Theresa May’s handling of immigration is a concern. There is now a real issue of whether her government can be trusted to protect the rights of 3 million EU citizens living in the UK. These concerns may well be noted elsewhere in the EU during the ongoing Brexit negotiations.
“We will decide for ourselves how we control immigration …. But let me be clear. We are not leaving the European Union only to give up control of immigration again.” Theresa May, UK Prime Minister, 2 October 2016
The Windrush kids have been in the UK for so long, and are accepted so widely, that nobody would even consider them immigrants. They never formally naturalised or applied for a British passport because they never needed to. But that is not how the Home Office thinks. To them, you are never British, not really. You are a unit which can potentially be moved into the deportation column.
For example, there’s the case of Paulette Wilson, 61, who was ten when she moved to the UK. In October 2017, Ms Wilson was sent to Yarlswood Immigration Detention Centre. This is a prison for people who have committed no crime, where they can be held indefinitely without trial. The Home Office planned to deport her and only the last minute intervention of her local MP stopped it. She is one of the lucky ones. Immigration minister Caroline Noakes admitted today that at least some of the Windrush kids have already been deported.

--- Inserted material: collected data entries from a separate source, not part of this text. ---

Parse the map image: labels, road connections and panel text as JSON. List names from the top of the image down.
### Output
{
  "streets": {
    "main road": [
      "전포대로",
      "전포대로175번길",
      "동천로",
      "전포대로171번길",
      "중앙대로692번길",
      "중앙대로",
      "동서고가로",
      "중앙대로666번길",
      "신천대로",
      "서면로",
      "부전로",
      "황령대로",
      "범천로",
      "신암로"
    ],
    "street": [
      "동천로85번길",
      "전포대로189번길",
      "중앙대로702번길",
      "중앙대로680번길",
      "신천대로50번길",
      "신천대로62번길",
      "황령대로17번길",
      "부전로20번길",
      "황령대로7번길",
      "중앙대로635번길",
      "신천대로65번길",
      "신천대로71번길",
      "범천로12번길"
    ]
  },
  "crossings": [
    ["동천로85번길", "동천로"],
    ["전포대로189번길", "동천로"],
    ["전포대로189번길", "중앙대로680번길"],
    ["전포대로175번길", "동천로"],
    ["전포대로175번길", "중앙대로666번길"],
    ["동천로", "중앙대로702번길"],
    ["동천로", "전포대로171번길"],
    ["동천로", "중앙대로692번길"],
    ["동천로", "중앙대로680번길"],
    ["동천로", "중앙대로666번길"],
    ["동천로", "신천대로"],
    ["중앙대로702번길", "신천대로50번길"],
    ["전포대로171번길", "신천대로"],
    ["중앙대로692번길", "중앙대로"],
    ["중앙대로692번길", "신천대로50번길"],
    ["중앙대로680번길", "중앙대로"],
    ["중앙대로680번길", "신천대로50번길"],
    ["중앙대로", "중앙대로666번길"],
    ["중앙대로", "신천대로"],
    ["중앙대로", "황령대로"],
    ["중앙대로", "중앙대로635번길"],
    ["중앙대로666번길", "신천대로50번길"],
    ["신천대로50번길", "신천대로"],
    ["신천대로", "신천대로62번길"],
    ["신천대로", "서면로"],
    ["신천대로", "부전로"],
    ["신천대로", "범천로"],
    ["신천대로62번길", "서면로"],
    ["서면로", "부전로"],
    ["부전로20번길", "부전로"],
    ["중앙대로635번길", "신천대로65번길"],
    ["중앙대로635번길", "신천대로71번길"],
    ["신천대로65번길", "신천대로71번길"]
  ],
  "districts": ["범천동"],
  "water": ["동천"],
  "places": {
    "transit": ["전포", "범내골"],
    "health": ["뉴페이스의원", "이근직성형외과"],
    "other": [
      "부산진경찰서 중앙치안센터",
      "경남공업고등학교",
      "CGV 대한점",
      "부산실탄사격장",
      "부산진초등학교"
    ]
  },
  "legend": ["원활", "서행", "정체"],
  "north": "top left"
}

The Windrush kids spent 50 years untroubled by immigration enforcement and lived as normal British citizens. No-one questioned their Britishness. No one challenged their status.
Or at least they didn’t, until Theresa May arrived in the Home Office. Her primary task was to inject the concept of ‘border’ into people’s minds, into their day-to-day interactions. British citizens would become their own immigration enforcement officials, spying on one another, checking one another’s papers, and reporting one another to the authorities.
Landlords who did not check their tenants’ papers were subject to fines or lengthy prison sentences. The same went for employers. Migrants getting a driving licence or going for medical treatment were also checked. And then the Windrush kids, who had a free status, suddenly found that they did not have the papers required. And then the Home Office’s systematic bullying started. The bullying is not a mistake in the system. It is the system
For now, the Home Office promises to treat EU migrants well. But we’ve no idea how they’ll treat them years from now, when the next wave of anti-migrant hysteria pushes them to make the environment even more hostile.
Meanwhile, a certain British newspaper continues to demonise people who come to live in the United Kingdom.